Ahhh... Adderall running out my nose in the shower really brings back memories.
Just watched a porn with the dvd commentary on i think i need to re-evaluate my life
any plan I had today of being a productive member of society, I am officially throwing out the window.
Pre-game strategy: play thunder by yourself in the shower. Surprisingly, success.
throwing up turkey will be a nice break from throwing up ramen
All i remember is people cheering me on to drink faster than the dog, out of the dog's bowl. I just couldn't stop.
Apparently she came home completely covered in mud, pretending to be a bird...and she still had more sex than any of us this weekend.
Oh god I just realized bird face had che Guevara tattooed on her upper arm.

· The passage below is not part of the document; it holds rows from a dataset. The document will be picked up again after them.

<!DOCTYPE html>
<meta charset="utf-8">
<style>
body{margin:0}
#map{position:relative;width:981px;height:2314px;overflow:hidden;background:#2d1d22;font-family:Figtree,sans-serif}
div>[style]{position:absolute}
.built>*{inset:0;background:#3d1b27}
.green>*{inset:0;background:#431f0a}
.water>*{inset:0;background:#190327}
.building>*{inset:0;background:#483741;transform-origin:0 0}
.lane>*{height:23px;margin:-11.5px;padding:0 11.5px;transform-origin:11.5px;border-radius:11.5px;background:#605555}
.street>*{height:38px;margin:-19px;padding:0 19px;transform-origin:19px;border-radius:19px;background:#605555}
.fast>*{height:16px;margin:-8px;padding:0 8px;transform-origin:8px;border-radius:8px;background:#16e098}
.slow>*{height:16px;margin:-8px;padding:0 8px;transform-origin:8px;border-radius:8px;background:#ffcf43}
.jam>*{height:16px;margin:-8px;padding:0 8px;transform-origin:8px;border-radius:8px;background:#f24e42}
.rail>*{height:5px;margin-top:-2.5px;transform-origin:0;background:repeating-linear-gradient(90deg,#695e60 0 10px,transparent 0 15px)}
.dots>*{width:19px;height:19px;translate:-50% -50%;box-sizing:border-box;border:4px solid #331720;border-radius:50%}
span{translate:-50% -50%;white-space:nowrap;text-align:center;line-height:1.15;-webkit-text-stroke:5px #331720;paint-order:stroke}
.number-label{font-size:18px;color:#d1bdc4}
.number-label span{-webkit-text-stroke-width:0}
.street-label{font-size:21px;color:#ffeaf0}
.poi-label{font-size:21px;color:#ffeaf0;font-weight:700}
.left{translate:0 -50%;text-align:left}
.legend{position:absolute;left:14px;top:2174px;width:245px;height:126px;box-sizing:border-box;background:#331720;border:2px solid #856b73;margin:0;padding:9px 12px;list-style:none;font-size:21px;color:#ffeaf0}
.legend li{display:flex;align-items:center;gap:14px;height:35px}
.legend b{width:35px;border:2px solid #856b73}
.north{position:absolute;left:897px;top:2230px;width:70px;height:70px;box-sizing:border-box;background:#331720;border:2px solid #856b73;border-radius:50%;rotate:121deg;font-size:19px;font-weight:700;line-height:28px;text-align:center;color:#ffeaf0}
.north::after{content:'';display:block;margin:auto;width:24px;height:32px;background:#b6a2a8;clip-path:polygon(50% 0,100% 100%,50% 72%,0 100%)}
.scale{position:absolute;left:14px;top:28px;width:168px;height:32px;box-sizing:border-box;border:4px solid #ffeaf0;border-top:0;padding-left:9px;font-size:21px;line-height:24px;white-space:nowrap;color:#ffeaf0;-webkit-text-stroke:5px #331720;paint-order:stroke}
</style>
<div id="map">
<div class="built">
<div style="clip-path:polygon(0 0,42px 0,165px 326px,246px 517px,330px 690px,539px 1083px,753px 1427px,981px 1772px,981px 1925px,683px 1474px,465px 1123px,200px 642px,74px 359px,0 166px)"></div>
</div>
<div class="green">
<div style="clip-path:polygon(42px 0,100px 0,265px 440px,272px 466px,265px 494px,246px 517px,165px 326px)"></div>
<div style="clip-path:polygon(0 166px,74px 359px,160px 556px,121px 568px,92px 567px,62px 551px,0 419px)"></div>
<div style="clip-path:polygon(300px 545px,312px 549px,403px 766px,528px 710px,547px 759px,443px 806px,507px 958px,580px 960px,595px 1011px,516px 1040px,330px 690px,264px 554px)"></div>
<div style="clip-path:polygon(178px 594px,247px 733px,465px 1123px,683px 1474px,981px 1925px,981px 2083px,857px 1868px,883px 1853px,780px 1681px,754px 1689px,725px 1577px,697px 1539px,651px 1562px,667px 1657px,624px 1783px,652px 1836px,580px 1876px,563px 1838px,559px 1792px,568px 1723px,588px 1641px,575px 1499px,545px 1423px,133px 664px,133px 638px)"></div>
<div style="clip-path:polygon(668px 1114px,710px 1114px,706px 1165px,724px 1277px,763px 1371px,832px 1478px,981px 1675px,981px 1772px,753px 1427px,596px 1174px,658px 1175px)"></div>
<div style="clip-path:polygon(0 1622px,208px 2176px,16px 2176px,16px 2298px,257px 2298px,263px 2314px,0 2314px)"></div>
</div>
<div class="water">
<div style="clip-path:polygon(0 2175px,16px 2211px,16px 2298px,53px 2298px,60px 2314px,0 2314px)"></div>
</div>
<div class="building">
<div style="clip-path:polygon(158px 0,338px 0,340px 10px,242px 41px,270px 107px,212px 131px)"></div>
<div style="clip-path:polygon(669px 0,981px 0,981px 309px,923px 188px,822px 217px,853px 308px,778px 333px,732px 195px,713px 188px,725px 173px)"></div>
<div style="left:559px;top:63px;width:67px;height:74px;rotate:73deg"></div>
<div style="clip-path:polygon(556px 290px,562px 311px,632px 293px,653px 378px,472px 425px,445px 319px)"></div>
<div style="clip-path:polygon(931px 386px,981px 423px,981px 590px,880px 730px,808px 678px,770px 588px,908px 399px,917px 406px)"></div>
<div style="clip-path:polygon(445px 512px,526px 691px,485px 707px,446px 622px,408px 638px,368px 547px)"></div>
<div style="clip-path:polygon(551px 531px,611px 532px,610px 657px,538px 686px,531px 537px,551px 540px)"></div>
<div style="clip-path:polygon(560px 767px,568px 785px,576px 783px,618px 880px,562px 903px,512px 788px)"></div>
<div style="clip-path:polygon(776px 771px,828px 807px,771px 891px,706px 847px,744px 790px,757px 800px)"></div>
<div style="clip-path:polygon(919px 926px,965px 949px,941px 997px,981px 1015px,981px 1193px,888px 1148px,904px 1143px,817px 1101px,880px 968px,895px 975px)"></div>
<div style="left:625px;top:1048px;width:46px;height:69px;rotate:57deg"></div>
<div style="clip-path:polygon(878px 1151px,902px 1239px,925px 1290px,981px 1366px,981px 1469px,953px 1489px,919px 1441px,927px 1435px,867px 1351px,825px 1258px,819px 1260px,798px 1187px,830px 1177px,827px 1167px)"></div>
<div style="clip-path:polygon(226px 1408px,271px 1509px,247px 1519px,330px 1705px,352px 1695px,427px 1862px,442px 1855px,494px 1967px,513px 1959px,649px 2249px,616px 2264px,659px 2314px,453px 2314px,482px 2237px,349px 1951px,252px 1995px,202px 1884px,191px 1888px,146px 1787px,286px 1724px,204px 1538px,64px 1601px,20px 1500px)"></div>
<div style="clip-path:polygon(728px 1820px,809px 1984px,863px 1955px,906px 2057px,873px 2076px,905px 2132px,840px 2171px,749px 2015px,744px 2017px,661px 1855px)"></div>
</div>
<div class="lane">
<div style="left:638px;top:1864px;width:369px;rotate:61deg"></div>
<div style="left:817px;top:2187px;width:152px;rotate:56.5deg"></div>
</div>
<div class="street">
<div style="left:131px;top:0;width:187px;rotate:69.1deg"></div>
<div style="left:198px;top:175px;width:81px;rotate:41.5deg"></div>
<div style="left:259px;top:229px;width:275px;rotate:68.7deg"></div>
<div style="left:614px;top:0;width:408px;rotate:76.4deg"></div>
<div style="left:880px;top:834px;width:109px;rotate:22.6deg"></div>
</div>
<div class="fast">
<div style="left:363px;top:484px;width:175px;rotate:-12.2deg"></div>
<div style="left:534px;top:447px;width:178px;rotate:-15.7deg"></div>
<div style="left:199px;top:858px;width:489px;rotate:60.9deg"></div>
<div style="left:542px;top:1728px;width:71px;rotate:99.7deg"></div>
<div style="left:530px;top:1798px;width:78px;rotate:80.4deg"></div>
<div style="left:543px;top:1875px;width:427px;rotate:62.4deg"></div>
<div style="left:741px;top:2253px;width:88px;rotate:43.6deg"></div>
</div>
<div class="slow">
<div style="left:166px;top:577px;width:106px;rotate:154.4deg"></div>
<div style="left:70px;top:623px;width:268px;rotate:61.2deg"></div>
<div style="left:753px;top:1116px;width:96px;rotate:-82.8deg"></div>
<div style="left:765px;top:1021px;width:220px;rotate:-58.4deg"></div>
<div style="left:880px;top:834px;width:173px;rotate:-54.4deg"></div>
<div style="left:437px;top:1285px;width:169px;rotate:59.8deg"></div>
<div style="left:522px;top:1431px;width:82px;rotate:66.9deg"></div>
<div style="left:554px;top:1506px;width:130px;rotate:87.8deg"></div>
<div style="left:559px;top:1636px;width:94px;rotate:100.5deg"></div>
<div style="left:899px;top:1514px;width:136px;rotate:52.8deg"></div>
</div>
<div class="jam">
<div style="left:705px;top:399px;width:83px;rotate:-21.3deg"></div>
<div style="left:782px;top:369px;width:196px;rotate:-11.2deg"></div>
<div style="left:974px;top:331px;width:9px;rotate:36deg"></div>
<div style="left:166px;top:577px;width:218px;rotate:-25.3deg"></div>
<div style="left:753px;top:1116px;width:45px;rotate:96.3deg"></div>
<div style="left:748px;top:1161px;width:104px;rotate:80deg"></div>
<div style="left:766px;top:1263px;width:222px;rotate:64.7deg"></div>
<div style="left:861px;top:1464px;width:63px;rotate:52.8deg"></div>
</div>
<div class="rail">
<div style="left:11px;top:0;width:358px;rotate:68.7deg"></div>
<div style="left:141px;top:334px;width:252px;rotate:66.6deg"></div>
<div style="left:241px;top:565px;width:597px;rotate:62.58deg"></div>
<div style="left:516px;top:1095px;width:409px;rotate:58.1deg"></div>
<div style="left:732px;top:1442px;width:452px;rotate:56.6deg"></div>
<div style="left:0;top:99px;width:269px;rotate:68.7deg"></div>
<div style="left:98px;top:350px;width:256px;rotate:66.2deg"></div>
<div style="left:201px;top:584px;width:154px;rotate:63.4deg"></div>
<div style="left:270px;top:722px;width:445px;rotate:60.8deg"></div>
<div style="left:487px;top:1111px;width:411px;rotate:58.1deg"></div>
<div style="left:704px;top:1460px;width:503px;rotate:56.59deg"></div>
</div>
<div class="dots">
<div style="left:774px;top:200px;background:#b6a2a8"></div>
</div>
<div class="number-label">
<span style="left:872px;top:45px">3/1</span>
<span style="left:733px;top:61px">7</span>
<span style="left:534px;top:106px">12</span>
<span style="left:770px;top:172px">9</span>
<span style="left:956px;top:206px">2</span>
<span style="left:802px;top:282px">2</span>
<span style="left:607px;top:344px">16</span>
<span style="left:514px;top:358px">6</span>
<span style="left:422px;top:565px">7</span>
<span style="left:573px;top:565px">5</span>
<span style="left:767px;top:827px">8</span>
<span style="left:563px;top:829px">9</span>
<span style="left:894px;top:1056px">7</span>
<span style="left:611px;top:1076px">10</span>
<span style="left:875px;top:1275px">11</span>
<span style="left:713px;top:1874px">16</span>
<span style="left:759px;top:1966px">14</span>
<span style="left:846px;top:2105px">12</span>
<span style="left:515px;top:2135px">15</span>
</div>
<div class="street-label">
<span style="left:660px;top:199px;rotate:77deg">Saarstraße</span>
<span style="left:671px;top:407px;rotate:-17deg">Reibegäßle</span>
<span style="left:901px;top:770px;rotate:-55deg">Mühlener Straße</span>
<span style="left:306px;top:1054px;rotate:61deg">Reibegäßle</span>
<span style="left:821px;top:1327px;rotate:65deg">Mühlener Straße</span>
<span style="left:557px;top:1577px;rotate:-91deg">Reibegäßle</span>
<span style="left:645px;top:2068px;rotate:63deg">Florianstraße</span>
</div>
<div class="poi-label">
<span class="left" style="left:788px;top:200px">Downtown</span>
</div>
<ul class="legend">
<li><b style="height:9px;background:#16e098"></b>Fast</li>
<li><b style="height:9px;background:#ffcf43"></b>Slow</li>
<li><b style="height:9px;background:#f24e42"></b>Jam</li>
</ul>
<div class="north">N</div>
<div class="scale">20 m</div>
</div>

Deals off, readivised opinion
I just don't fit in here. The other wives are ten years older and have kids!
Well, you chose trophy wife of a 35 year old over college. Sit in your suburban soup and stew.
Strangers are buying me shots and I got hit on by lesbians. How is it only tuesday
Your resume just got faxed, I also modified it a bit and sent it to strip clubs...expect weird phone calls...
Just used my eyelash curler to open a bottle of cider...
We had sex and then I offered him a cookie...while he was still inside of me. Basically he's in love
i can't hookup with him because someone else bit my vagina
He asked me how many starwars references he could make before i no longer find him attractive.